# On the horns of a dilemma..



## VT-Woodchuck (Jul 8, 2007)

Hi All,
I’ve decided that the Woodbug is a little labor intensive and wasteful and am looking at bandsaw mills to cut smaller logs and cants from the WB. I have researched about a dozen makes and models and have a couple of questions for the brain trust. Now keep in mind that this is a hobby operation and money is of some concern.

Hud-son Oscar 18 is on the short list - $2600 and it’s close enough so that I can pick it up.

Ripsaw XL4 - $2800 + $245 shipping – appears to work for cants but the carriage appears flimsy.

Linn 190 carriage kit - $2900 + shipping – is it that much better?

Other thoughts? There is a lot of experience here and I appreciate your input.


----------



## dustytools (Jul 8, 2007)

There is a Ripsaw on E-bay right now. I believe it is a XL-4. It has a 5HP Briggs on it and looks to be in good shape. The current bid is at $900. The only problem is that its a pick-up only item and its way up in Illinois.


----------



## woodshop (Jul 8, 2007)

No experience nor have heard much about any of the three you have listed there. If that Hud-son dealer is near you though, that is a BIG plus in my book. Somebody you can go to face to face if there is a problem or you need parts.


----------



## lumberinspector (Jul 8, 2007)

I would check into a woodmizer! They have a large assorment of mills to choose from and customer service is top notch. They also have a re-sharp program so you can send your bands back and they will get them sharpened and back to you. 

I know when the day comes for me to buy a mill, I'm buying orange!  

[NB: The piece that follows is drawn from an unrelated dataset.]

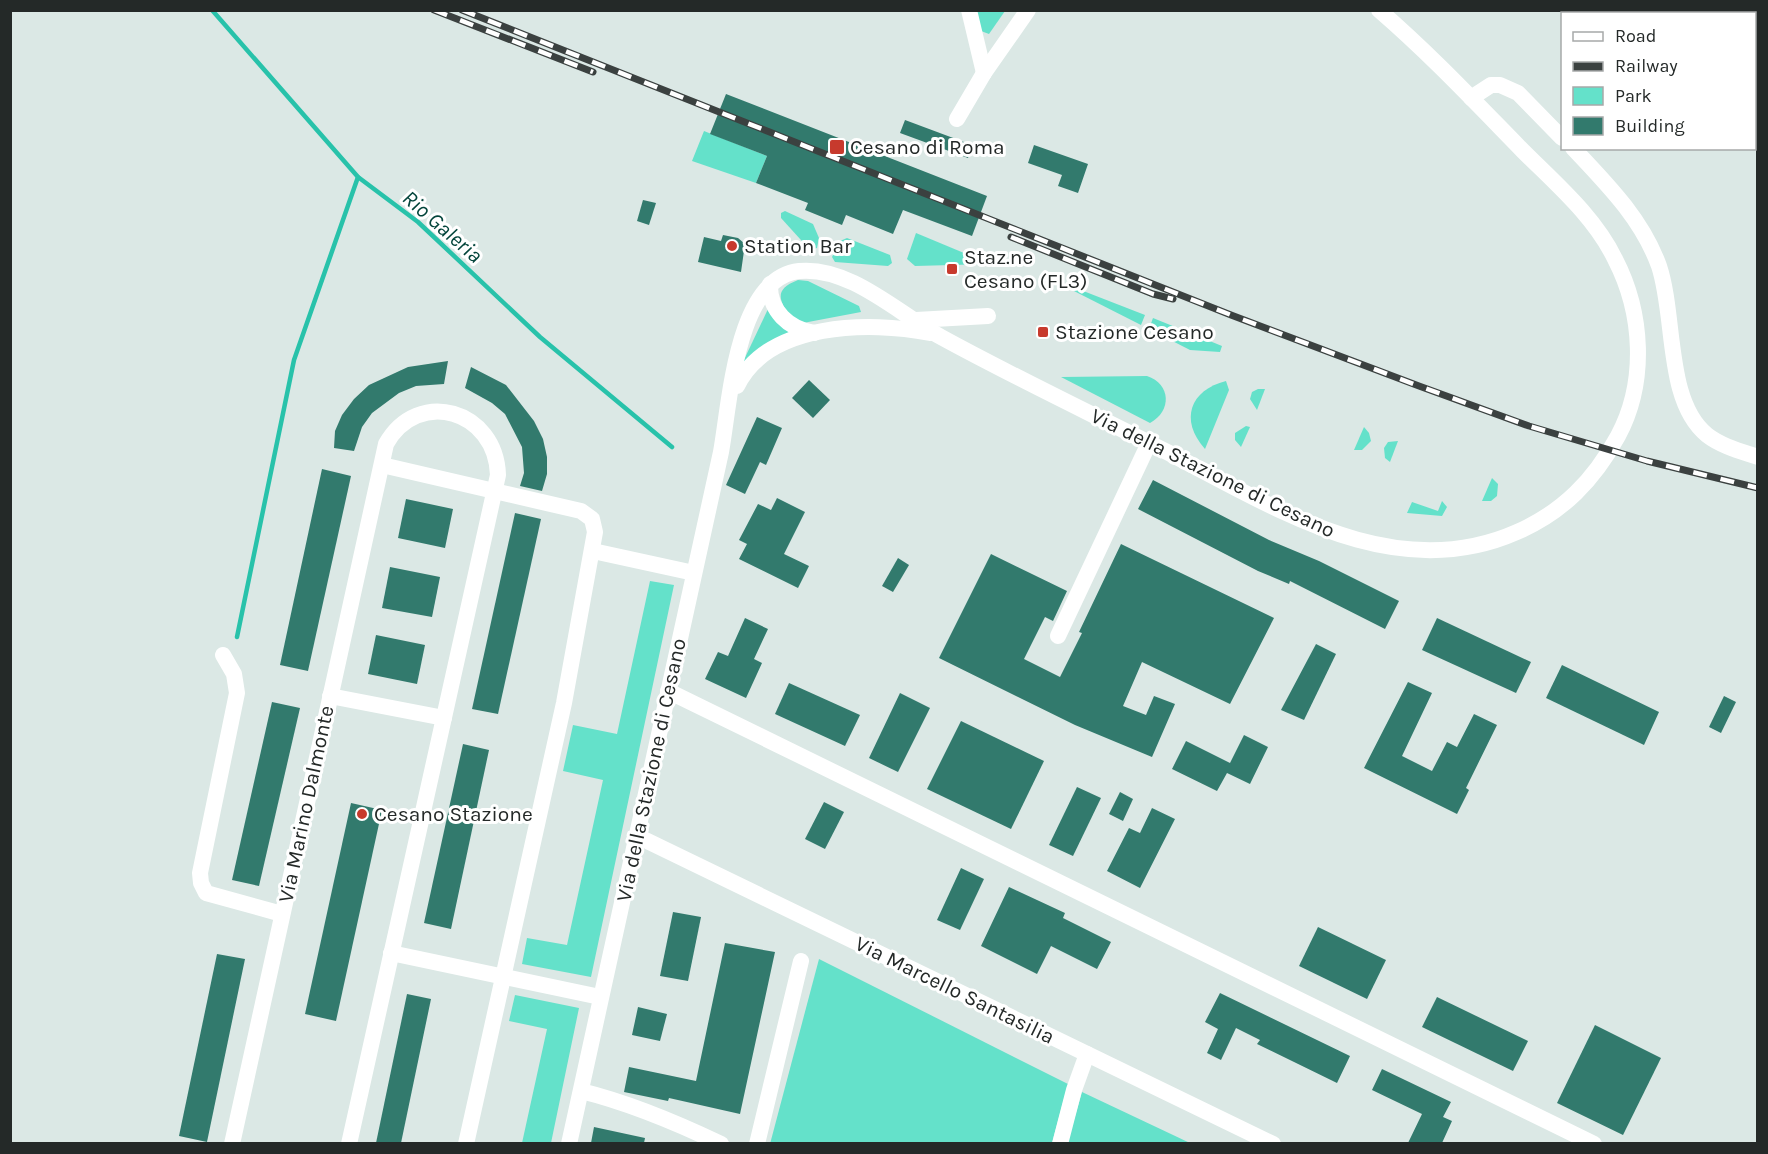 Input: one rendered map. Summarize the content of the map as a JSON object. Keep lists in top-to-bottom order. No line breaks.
{"streets":{"street":["Via della Stazione di Cesano","Via Marino Dalmonte","Via Marcello Santasilia"]},"crossings":[["Via della Stazione di Cesano","Via Marcello Santasilia"]],"water":["Rio Galeria"],"places":{"transit":["Cesano di Roma","Staz.ne Cesano (FL3)","Stazione Cesano"],"other":["Station Bar","Cesano Stazione"]},"legend":["Road","Railway","Park","Building"]}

You can also check with Norwood. I have heard some pretty good things about them also. 

I would make sure you do plenty of research before the final purchase. 

Good Luck


----------



## woodshop (Jul 9, 2007)

lumberinspector said:


> I would check into a woodmizer! They have a large assorment of mills to choose from and customer service is top notch. They also have a re-sharp program so you can send your bands back and they will get them sharpened and back to you.
> 
> I know when the day comes for me to buy a mill, I'm buying orange!
> 
> ...



Yes if I had the space for a stationary bandmill I think Norwood has the most bang for the buck... and stepping up to orange would be nice if you could afford it. However, I gleaned from his post that VT-woodchuck was looking more at entry level mills. Norwood does make a pretty inexpensive entry level mill though I think.


----------



## Rodney Sinclair (Jul 9, 2007)

I've got to ask, why do you think there is less work with a band mill over what you have? And if the band mill makes wavy lumber and you have to make more passes on your planner, what do you save?

Rodney


----------



## woodshop (Jul 9, 2007)

Rodney Sinclair said:


> I've got to ask, why do you think there is less work with a band mill over what you have? And if the band mill makes wavy lumber and you have to make more passes on your planner, what do you save?
> 
> Rodney


Hey there Rodney... you didn't specify... to whom were you asking this question?


----------



## Rodney Sinclair (Jul 9, 2007)

It was to Woodchuck. He posted some pic last week of his Woodbug. I've got to say the frame was a lot heavier on the bug than I thought. And it wasn't meant to be a smart a$$ question. It was to get him to stop and think. He is not running an Alaskan. If he was, it might be worth the price. At any rate, any sawmill is gonna be a lot of work and I'm not sure the little bit of kerf we are talking about is worth three grand or more.

Rodney


----------



## woodshop (Jul 9, 2007)

Rodney Sinclair said:


> It was to Woodchuck... At any rate, any sawmill is gonna be a lot of work and I'm not sure the little bit of kerf we are talking about is worth three grand or more.
> 
> Rodney



I agree with ya there Rodney, unless you plan on milling a LOT of wood, that extra board for every 4-5 milled with a chain will be a pretty expensive board from a purely monetary aspect. I suppose you could do some quick and dirty math and find the breakpoint... lemme give it a shot.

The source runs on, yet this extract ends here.